Work by the Royal Statistical Society exploring public attitudes towards data linking and privacy [ 29 , p.3.] found 35% of respondents disagreed that: “Once my data has been anonymised and there is no way I can be identified, I’m not really bothered how it is used”, showing a notable proportion continued to care about how their data was used even when anonymised, and that the specifics of a programme of work may affect their views. Research by ONS between 2009 and 2013 [ 17 ] similarly found public views towards the use of data for research to differ according to who is using the data and for what purpose.
Ipsos MORI [ 24 ] identified a tension between the greater good and individual privacy. 69% of participants said they were likely to allow personal health information to be used for research – suggesting the specifics of the research are important – compared to only 14% who were certain to. Oswald et al. [ 27 , p.270] found the “benefits-versus-costs problem” to be significant, and the more tangible the benefit, the greater the comfort in data sharing.
These findings show public support for research using administrative data is complex. They indicate that some projects may require the assurance of greater safeguards than others if aspects of their approach are considered less robust, even once a certain standard of each necessary condition is achieved. The potential public benefits must ultimately outweigh the risks to privacy and the possibility of misuse, and an appropriate balance of all three core conditions outlined above must be struck to achieve this
Approaches to public engagement
The second objective of this paper is to be a source of advice on approaches to public engagement for organisations and researchers working with administrative data. In addition to exploring the attitudes and sentiments of the public towards administrative data research as discussed above, the literature has given important indications as to the type of engagement the public expect to have with it.
Aitken et al. ’s focus groups [ 18 , p.719] found preference for an “open exchange of information and greater equity in the science-public relationship” , in which public engagement is an indicator of the trustworthiness of data users rather than a way in which to build trust. The authors argue transparency must involve open communication of uncensored information, but also that trustworthiness is more likely to be achieved if engagement involves open dialogue in which public concerns can be responded to.
Davidson et al. [ 26 ] found unanimous agreement that the public should be involved in decision-making in relation to data sharing amongst participants of their 2013 workshops. Meanwhile, the Dialogue on Data [ 15 ] found mixed views amongst participants, with some expressing the public should be actively engaged in the operation of the ADRN, and others feeling this was unnecessary.

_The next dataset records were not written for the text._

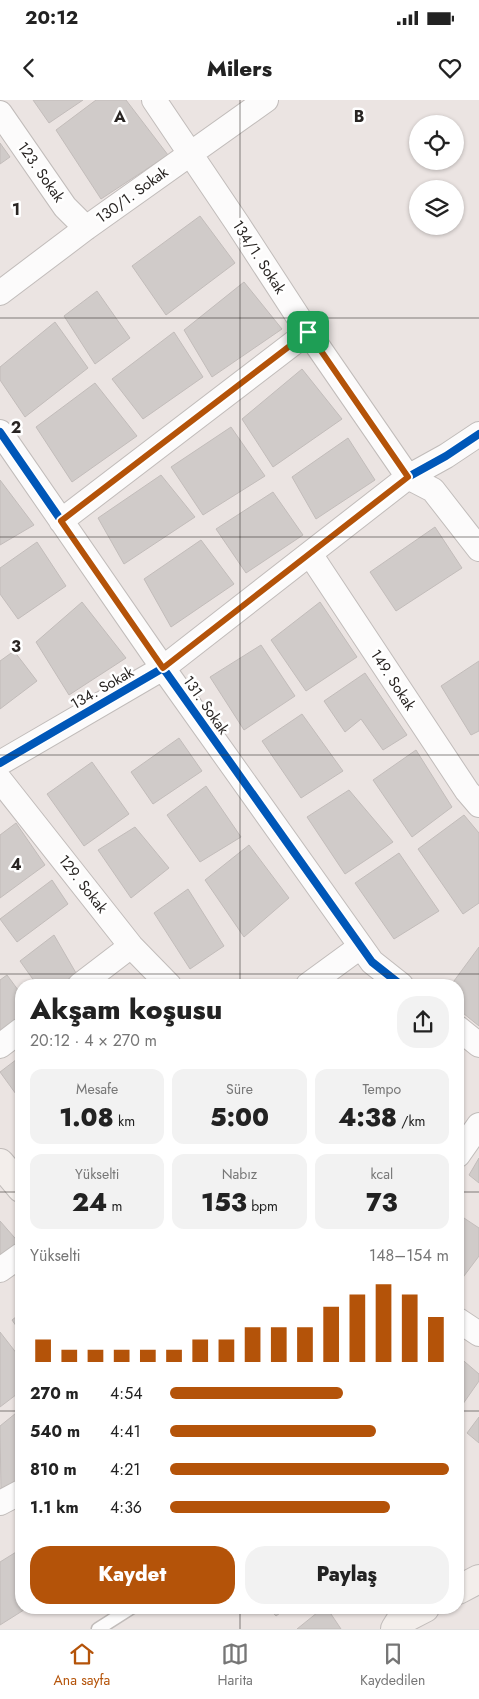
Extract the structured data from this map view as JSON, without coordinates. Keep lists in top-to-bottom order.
{
  "streets": {
    "street": [
      "123. Sokak",
      "130/1. Sokak",
      "134/1. Sokak",
      "149. Sokak",
      "134. Sokak",
      "131. Sokak",
      "129. Sokak"
    ]
  },
  "crossings": [
    ["123. Sokak", "130/1. Sokak"],
    ["130/1. Sokak", "134/1. Sokak"],
    ["134/1. Sokak", "134. Sokak"],
    ["149. Sokak", "134. Sokak"],
    ["134. Sokak", "131. Sokak"]
  ],
  "page": {
    "status": "20:12",
    "header": "Milers",
    "heading": ["Akşam koşusu", "20:12 · 4 × 270 m"],
    "stats": [
      ["Mesafe", "1.08 km"],
      ["Süre", "5:00"],
      ["Tempo", "4:38 /km"],
      ["Yükselti", "24 m"],
      ["Nabız", "153 bpm"],
      ["kcal", "73"]
    ],
    "chart": ["Yükselti", "148–154 m"],
    "list": [
      {
        "name": "270 m",
        "note": "4:54"
      },
      {
        "name": "540 m",
        "note": "4:41"
      },
      {
        "name": "810 m",
        "note": "4:21"
      },
      {
        "name": "1.1 km",
        "note": "4:36"
      }
    ],
    "buttons": ["Kaydet", "Paylaş"],
    "tabs": ["Ana sayfa", "Harita", "Kaydedilen"]
  },
  "grid": {
    "columns": ["A", "B"],
    "rows": [
      "1",
      "2",
      "3",
      "4"
    ]
  }
}
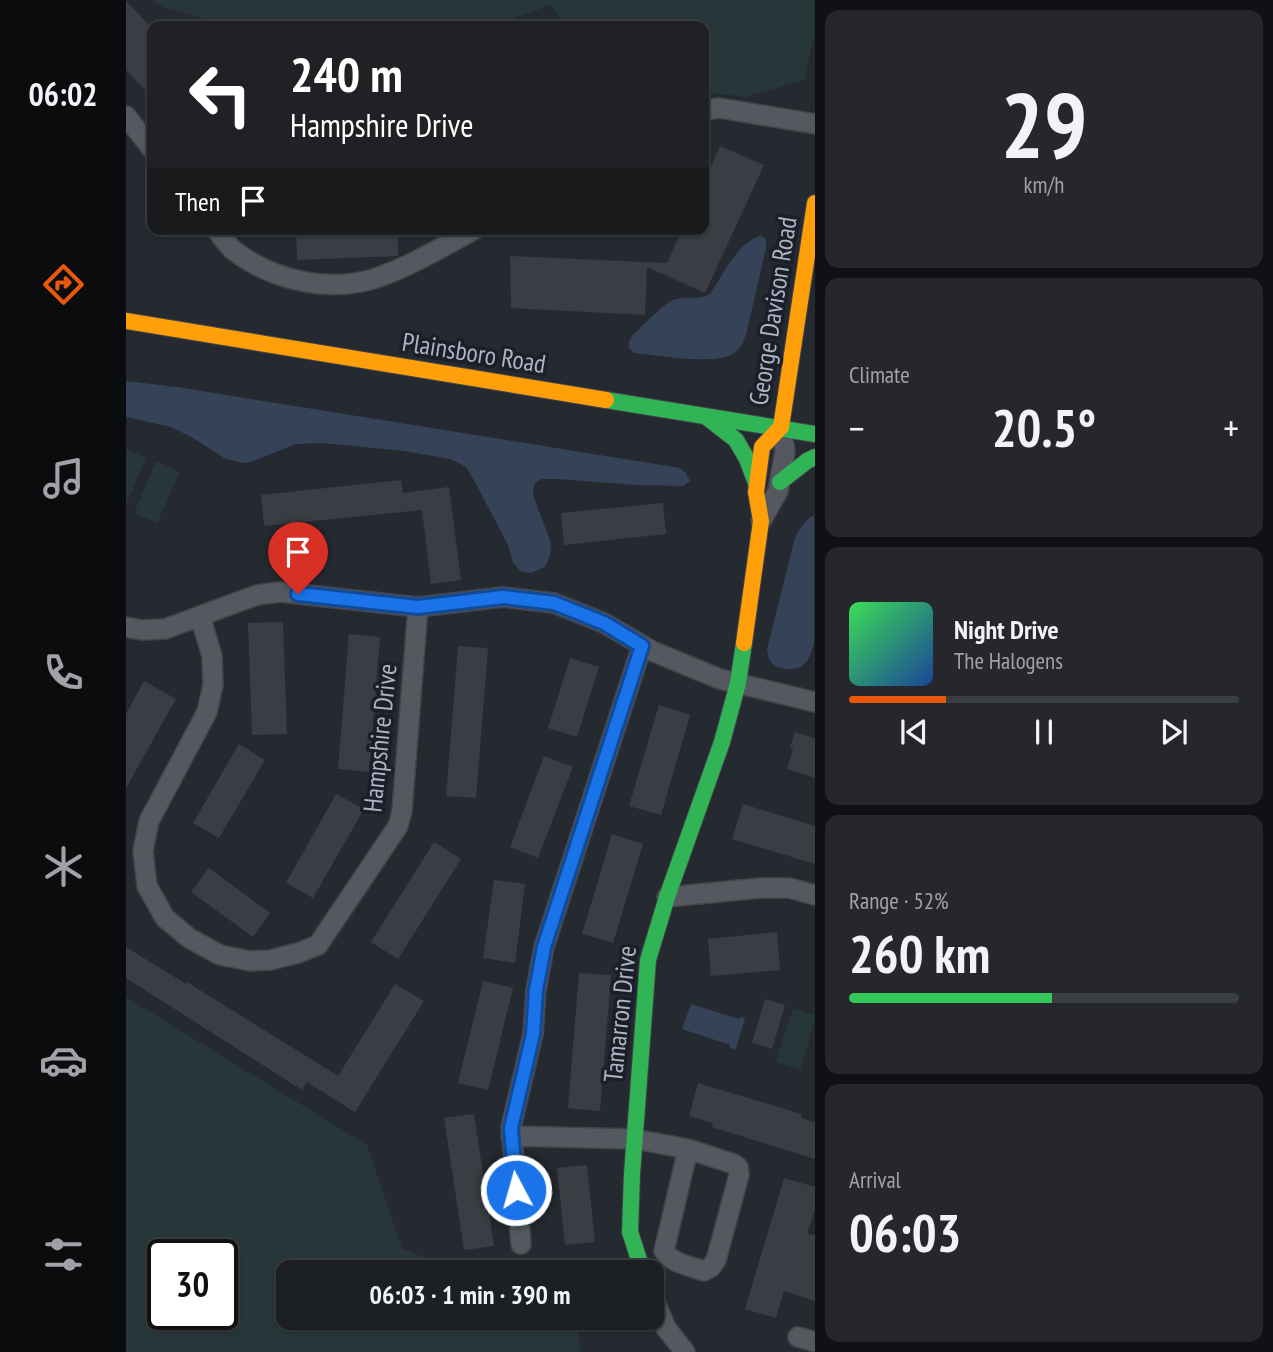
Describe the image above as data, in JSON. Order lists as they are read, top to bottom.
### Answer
{
  "streets": {
    "street": [
      "George Davison Road",
      "Plainsboro Road",
      "Hampshire Drive",
      "Tamarron Drive"
    ]
  },
  "crossings": [
    ["George Davison Road", "Plainsboro Road"],
    ["George Davison Road", "Tamarron Drive"],
    ["Plainsboro Road", "Tamarron Drive"]
  ],
  "page": {
    "tabs": "06:02",
    "tile": [
      ["29", "km/h"],
      "Climate",
      ["Range · 52%", "260 km"],
      ["Arrival", "06:03"]
    ],
    "turn": ["240 m", "Hampshire Drive"],
    "then": "Then",
    "heat": ["−", "20.5°", "+"],
    "song": ["Night Drive", "The Halogens"],
    "limit": "30",
    "trip": "06:03 · 1 min · 390 m"
  }
}
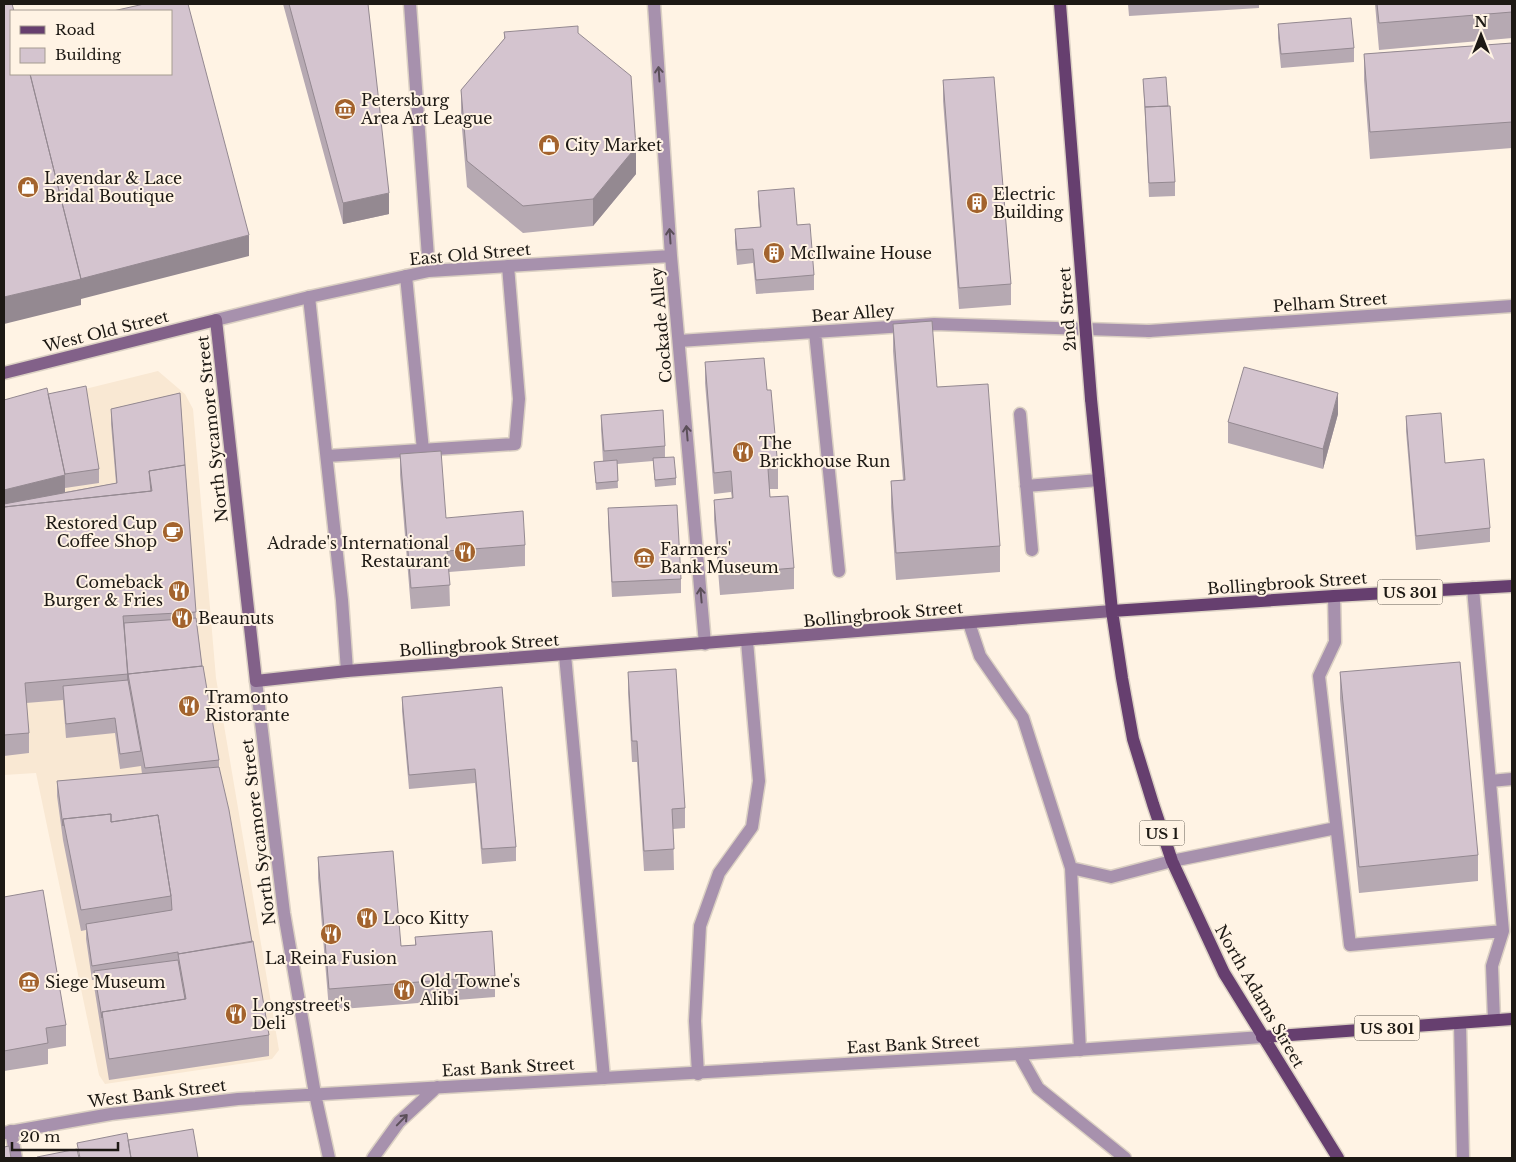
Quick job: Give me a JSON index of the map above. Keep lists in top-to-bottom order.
{
  "streets": {
    "main road": [
      "2nd Street",
      "West Old Street",
      "North Sycamore Street",
      "Bollingbrook Street",
      "US 301",
      "US 1",
      "North Adams Street",
      "East Bank Street"
    ],
    "street": [
      "East Old Street",
      "Pelham Street",
      "Bear Alley",
      "Cockade Alley",
      "West Bank Street"
    ]
  },
  "crossings": [
    ["East Old Street", "Cockade Alley"],
    ["East Old Street", "West Old Street"],
    ["East Old Street", "North Sycamore Street"],
    ["Pelham Street", "Bear Alley"],
    ["2nd Street", "Bollingbrook Street"],
    ["2nd Street", "North Adams Street"],
    ["Bear Alley", "Cockade Alley"],
    ["Cockade Alley", "Bollingbrook Street"],
    ["West Old Street", "North Sycamore Street"],
    ["North Sycamore Street", "Bollingbrook Street"],
    ["North Sycamore Street", "East Bank Street"],
    ["North Sycamore Street", "West Bank Street"],
    ["Bollingbrook Street", "North Adams Street"],
    ["North Adams Street", "East Bank Street"],
    ["East Bank Street", "West Bank Street"]
  ],
  "one_way": ["Cockade Alley"],
  "places": {
    "museum": ["Petersburg Area Art League", "Farmers' Bank Museum", "Siege Museum"],
    "shop": ["City Market", "Lavendar & Lace Bridal Boutique"],
    "building": ["Electric Building", "McIlwaine House"],
    "restaurant": [
      "The Brickhouse Run",
      "Adrade's International Restaurant",
      "Comeback Burger & Fries",
      "Beaunuts",
      "Tramonto Ristorante",
      "Loco Kitty",
      "La Reina Fusion",
      "Old Towne's Alibi",
      "Longstreet's Deli"
    ],
    "cafe": ["Restored Cup Coffee Shop"]
  },
  "legend": ["Road", "Building"],
  "scale_bar": "20 m",
  "north": "top"
}
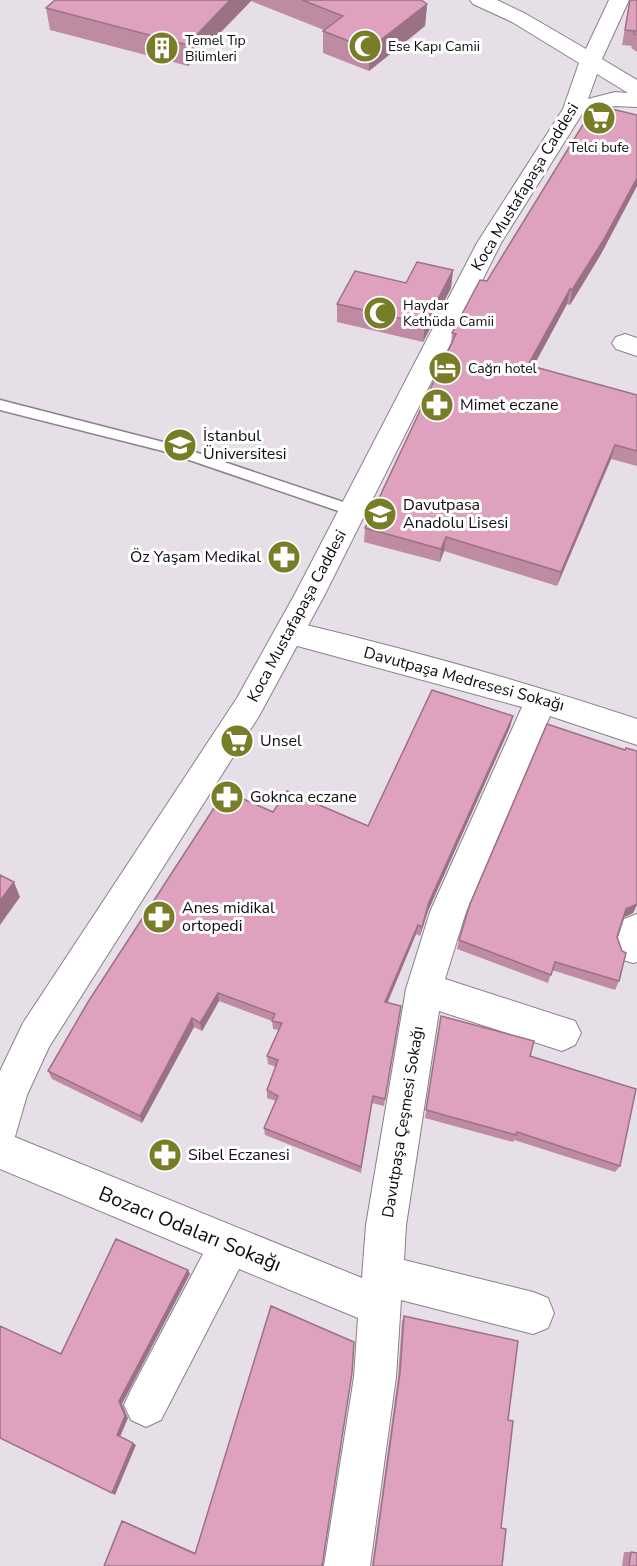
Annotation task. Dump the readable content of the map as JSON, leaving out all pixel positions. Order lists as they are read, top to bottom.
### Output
{
  "streets": {
    "street": [
      "Koca Mustafapaşa Caddesi",
      "Davutpaşa Medresesi Sokağı",
      "Davutpaşa Çeşmesi Sokağı",
      "Bozacı Odaları Sokağı"
    ]
  },
  "crossings": [
    ["Koca Mustafapaşa Caddesi", "Davutpaşa Medresesi Sokağı"],
    ["Davutpaşa Medresesi Sokağı", "Davutpaşa Çeşmesi Sokağı"],
    ["Davutpaşa Çeşmesi Sokağı", "Bozacı Odaları Sokağı"]
  ],
  "places": {
    "mosque": ["Ese Kapı Camii", "Haydar Kethüda Camii"],
    "building": ["Temel Tıp Bilimleri"],
    "supermarket": ["Telci bufe", "Unsel"],
    "hotel": ["Cağrı hotel"],
    "pharmacy": [
      "Mimet eczane",
      "Öz Yaşam Medikal",
      "Goknca eczane",
      "Anes midikal ortopedi",
      "Sibel Eczanesi"
    ],
    "school or university": ["İstanbul Üniversitesi", "Davutpasa Anadolu Lisesi"]
  }
}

Nevertheless, most participants of the Dialogue did feel there should be some place for members of the public to be involved in the running of the ADRN centres.
Rempela et al. [ 30 ], in light of the findings of a literature review of public engagement in new technologies, stress that transparency alone is not enough, and argue that data science initiatives should involve the public in technological development. This participatory approach (reflecting the ‘public participation’ element of public engagement) – is more effective at having a meaningful impact than a one-way communications-based approach (the ‘public communication’ element), say the authors. They stress that, while previous widescale consultations such as the ‘Dialogue on Data’ represent a step towards better understanding public views, they “do not equate nor reflect public influence” [ 30 , p.575]. They also suggest identifying subsets of the public with whom it is more relevant to engage is important.
These findings suggest public engagement should move beyond public communication alone and seek to actively involve the public in decision-making processes associated with data use via public participation. Public engagement work should focus on gaining public input – via open and meaningful dialogue with relevant publics – in the development of administrative data research.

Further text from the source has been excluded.